I think a reasonable heuristic, which would nearly always do the "right
thing" would be:

NOT to decode anything within properly matched "...", <...> or [...] or
which follows a ';' which looks like the start of some MIME parameters.
And otherwise decode anything enclosed by WS or within properly matched
and nested (...).

>Other areas that immediately come to mind are:
>1. RFC 2557 Content-Location, which permits URIs, which in turn (RFC 2396)
>    permit parentheses.  That's in a structured field, but a URI, not a
>    comment. [there are issues with 2557 and CFWS vs. the URIs, and these
>    have been discussed on the MHTML list]

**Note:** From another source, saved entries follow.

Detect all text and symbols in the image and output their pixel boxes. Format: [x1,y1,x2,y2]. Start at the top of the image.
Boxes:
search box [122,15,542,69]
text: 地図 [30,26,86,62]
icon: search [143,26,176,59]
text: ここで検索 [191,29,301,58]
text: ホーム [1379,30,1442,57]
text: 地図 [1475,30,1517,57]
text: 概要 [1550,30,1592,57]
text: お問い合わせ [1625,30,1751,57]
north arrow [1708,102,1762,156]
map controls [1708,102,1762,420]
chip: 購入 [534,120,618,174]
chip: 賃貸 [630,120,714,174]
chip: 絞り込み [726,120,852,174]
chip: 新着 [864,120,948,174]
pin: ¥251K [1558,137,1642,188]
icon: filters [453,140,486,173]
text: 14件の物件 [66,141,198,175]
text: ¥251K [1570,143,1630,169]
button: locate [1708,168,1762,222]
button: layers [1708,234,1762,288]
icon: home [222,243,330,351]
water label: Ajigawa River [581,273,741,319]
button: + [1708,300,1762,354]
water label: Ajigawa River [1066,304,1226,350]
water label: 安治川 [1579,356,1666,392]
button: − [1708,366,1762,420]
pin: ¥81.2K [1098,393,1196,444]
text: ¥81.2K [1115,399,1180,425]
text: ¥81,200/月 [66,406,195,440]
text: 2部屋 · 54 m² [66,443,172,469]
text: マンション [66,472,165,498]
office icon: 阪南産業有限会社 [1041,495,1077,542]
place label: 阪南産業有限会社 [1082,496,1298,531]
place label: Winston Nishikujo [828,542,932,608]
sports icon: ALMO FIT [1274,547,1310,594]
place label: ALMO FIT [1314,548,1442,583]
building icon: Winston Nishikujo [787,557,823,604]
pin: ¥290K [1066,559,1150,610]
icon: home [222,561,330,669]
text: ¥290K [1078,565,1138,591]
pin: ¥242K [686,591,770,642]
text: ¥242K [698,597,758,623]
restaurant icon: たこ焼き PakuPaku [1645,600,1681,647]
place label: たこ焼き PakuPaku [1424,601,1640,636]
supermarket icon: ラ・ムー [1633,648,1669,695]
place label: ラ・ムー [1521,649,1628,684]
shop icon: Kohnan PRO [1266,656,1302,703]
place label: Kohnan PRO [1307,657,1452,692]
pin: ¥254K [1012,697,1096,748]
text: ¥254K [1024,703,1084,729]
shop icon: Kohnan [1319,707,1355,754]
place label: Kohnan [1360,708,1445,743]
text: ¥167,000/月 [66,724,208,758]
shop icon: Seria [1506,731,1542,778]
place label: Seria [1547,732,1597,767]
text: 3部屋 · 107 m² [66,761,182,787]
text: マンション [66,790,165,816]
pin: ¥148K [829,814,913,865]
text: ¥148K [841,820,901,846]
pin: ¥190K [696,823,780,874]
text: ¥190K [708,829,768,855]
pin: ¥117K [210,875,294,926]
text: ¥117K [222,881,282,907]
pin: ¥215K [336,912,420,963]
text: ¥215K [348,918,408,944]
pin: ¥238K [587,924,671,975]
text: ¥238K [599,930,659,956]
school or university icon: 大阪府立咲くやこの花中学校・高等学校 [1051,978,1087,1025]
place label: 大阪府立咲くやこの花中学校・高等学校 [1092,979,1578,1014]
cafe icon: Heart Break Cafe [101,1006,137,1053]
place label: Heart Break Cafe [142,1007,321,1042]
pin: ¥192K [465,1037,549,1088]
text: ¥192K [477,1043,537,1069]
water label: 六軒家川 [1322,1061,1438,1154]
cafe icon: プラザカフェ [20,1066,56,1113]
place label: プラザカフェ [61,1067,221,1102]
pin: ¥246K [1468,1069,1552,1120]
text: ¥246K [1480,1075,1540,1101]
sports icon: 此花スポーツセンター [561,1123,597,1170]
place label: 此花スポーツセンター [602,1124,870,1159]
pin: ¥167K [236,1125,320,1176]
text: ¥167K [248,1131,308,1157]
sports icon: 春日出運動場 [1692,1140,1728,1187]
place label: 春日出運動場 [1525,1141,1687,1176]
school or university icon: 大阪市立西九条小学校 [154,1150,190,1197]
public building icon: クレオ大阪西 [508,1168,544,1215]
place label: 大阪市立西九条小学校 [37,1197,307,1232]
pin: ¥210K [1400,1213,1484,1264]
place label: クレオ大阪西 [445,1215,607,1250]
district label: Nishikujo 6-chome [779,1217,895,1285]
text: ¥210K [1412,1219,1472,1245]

But URIs are not supposed to contain 8bit stuff, so the question should
not arise. And if IRIs should ever get into the standard, then there is a
special downgrading to URI built in (yes, that is Yet Another Encoding for
us to have to worry about :-( ). Mind you, if the URIs are enclosed within
<...>, then my rule above would cover them.

>I'm not certain, but I don't believe that the filter syntax permits anything
>resembling 2047 encoding.  URIs probably do, but again, I haven't checked
>thoroughly.

We are talking only of headers which the agent does not already know how
to parse, so presumably it is not going to do more than display them. But
displaying is probably more useful than leaving them alone as far as being
helpful to the reader is concerned.

>Strictly speaking, one can only decode if one knows the relevant header
>syntax.  Display is a relatively minor issue, subject to the above
>caveat.  But transformations by gateways may result in fouling up content
>beyond all recognition unless the header syntax is known.  Ideally,
>gateways shouldn't decode encoded-words -- if they're left in encoded
>form there is no chance that they'll be garbled, which is the likely
>outcome unless strict syntax of headers is known and applied rigorously.

Agreed.

But there is a more interesting question, which is what agents that create
unrecognized headers with 8bit stuff in them could usefully do. I.e. a
user tries to create a Foobar: header with such stuff in it. This could be
a problem in news to mail gatewaying. Treating all such headers as
unstructured is possible, but might not do the right thing. Trying to
recognise comments might be better (not within "...", <...> or [...]
though).

--

-- 
Charles H. Lindsey ---------At Home, doing my own thing------------------------
Tel: +44 161 436 6131 Fax: +44 161 436 6133   Web: http://www.cs.man.ac.uk/~chl
Email: chl <at> clw.cs.man.ac.uk      Snail: 5 Clerewood Ave, CHEADLE, SK8 3JU, U.K.
PGP: 2C15F1A9      Fingerprint: 73 6D C2 51 93 A0 01 E7 65 E8 64 7E 14 A4 AB A5

Bruce Lilly | 17 Dec 19:27
Picon

Re: Interpretation of RFC 2047


Charles Lindsey wrote:

> I think a reasonable heuristic, which would nearly always do the "right
> thing" would be:
> 
> NOT to decode anything within properly matched "...", <...> or [...] or
> which follows a ';' which looks like the start of some MIME parameters.
> And otherwise decode anything enclosed by WS or within properly matched
> and nested (...).

As header field contents are defined by a grammar, attempts to
decode using only regular expressions (as opposed to a parser
which accepts the defined grammar) are doomed to failure. Failures
include both false positives and false negatives, as illustrated
below.

> But there is a more interesting question, which is what agents that create
> unrecognized headers with 8bit stuff in them could usefully do. I.e. a
> user tries to create a Foobar: header with such stuff in it. This could be
> a problem in news to mail gatewaying. Treating all such headers as
> unstructured is possible, but might not do the right thing. Trying to
> recognise comments might be better (not within "...", <...> or [...]
> though).

One cannot recognise a comment unless the header field syntax is known.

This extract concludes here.